Pre-SIP: Introducing elastic types, classes, functions, and products

Purpose

This proposal introduces the concept of “elastic” types, classes, function, and products to solve the compile-time and runtime problems when we want to add fields and default values in a backward compatible way.

Typing

An elastic type Foo of arity n has the expandable property where Foo[A1, A2, ..., An] =:= Foo[A1, A2, ... An, An+1, An+2, ..., An+m] if and only if An+i =:= Nothing, for all i=1...m.

Syntax and Compile-time Rules

Introduce the (soft) keyword modifier elastic; applicable for classes, functions, case classes.

elastic def foo(...): ... =
elastic class Foo(...)
elastic case class FooCC(...)

The elastic keyword modifies the function type for definitions, and both the constructor type and class type for classes and case classes:

  • elastic class ElasticFunctionN is introduced and is a subtype of FunctionN for any arity. Examples:
ElasticFunctionN[T1, T2] <:< Function2[T1, T2]
ElasticFunctionN[T1, T2, Nothing] <:< Function2[T1, T2]
ElasticFunctionN[T1, T2, T3] <:< Function3[T1, T2, T3]
  • elastic abstract class ElasticProduct is introduced and is a subtype of Product.
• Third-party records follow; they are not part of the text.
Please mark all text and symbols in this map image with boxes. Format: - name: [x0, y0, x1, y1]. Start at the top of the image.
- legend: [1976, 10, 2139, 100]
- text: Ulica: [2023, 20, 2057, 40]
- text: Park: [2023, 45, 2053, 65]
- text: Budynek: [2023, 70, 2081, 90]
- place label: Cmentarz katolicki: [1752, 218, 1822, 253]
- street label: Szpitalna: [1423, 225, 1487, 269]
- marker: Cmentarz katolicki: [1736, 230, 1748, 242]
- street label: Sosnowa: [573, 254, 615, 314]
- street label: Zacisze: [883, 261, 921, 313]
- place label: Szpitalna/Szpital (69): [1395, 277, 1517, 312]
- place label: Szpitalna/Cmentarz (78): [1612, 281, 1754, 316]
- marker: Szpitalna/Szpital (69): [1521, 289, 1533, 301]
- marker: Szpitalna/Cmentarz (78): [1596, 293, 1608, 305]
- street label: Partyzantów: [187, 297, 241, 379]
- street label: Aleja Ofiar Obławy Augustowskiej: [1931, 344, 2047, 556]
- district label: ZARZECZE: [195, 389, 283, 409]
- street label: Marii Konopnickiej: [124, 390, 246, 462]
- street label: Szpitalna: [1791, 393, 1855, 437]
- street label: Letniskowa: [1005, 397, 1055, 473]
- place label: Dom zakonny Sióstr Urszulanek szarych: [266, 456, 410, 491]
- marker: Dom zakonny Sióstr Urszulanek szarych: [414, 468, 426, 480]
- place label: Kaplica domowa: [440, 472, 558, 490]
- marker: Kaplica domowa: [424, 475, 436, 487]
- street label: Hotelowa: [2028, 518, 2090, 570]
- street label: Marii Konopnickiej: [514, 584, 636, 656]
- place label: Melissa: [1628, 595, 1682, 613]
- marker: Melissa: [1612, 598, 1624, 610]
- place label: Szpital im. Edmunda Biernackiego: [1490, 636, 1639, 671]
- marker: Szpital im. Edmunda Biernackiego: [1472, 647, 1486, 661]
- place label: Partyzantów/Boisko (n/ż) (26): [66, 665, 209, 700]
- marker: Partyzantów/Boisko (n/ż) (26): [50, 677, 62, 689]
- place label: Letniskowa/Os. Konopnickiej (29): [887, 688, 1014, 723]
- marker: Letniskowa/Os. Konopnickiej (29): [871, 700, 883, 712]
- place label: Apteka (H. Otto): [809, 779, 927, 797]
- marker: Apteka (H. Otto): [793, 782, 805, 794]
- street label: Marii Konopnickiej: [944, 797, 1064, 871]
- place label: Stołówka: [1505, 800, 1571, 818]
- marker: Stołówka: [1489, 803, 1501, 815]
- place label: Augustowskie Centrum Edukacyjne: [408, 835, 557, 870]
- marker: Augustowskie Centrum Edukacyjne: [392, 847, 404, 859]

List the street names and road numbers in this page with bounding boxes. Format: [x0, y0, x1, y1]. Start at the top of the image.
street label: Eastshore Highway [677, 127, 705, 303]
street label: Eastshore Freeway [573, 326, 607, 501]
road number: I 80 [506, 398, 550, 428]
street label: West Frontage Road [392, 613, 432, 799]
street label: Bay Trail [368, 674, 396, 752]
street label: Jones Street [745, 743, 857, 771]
Runtime Elastic Dispatcher

To achieve runtime backward compatibility when adding fields to an elastic function/class, we change the runtime encoding to go through a dispatcher array for default values.

Example
The following def:

elastic def foo[A, B, C](arg1: A, arg2: B, arg3: Int = 1, arg4: Option[C] = None): Unit = {}

Will be encoded like

elastic def foo[A, B, C](
  arg1: A = foo$default[A](0), 
  arg2: B = foo$default[B](1), 
  arg3: Int = foo$default[Int](2), 
  arg4: Option[C] = foo$default[C](3)
): Unit = {}
//default arguments encoding
def foo$default[T](argIdx: Int): T =
  if (argIdx >= foo$default$dispatcher.size) throw new UnreachableArgumentException("foo", argIdx)
  else foo$default$dispatcher(argIdx)().asInstanceOf[T]
val foo$default$dispatcher: Array[() => Any] = Array(
  () => throw new MissingArgumentException("foo", "arg1"), 
  () => throw new MissingArgumentException("foo", "arg2"),
  () => 1, 
  () => None
)

Discussion

(Maybe it’s a totally idiotic idea, so feel free to chime in and let me know)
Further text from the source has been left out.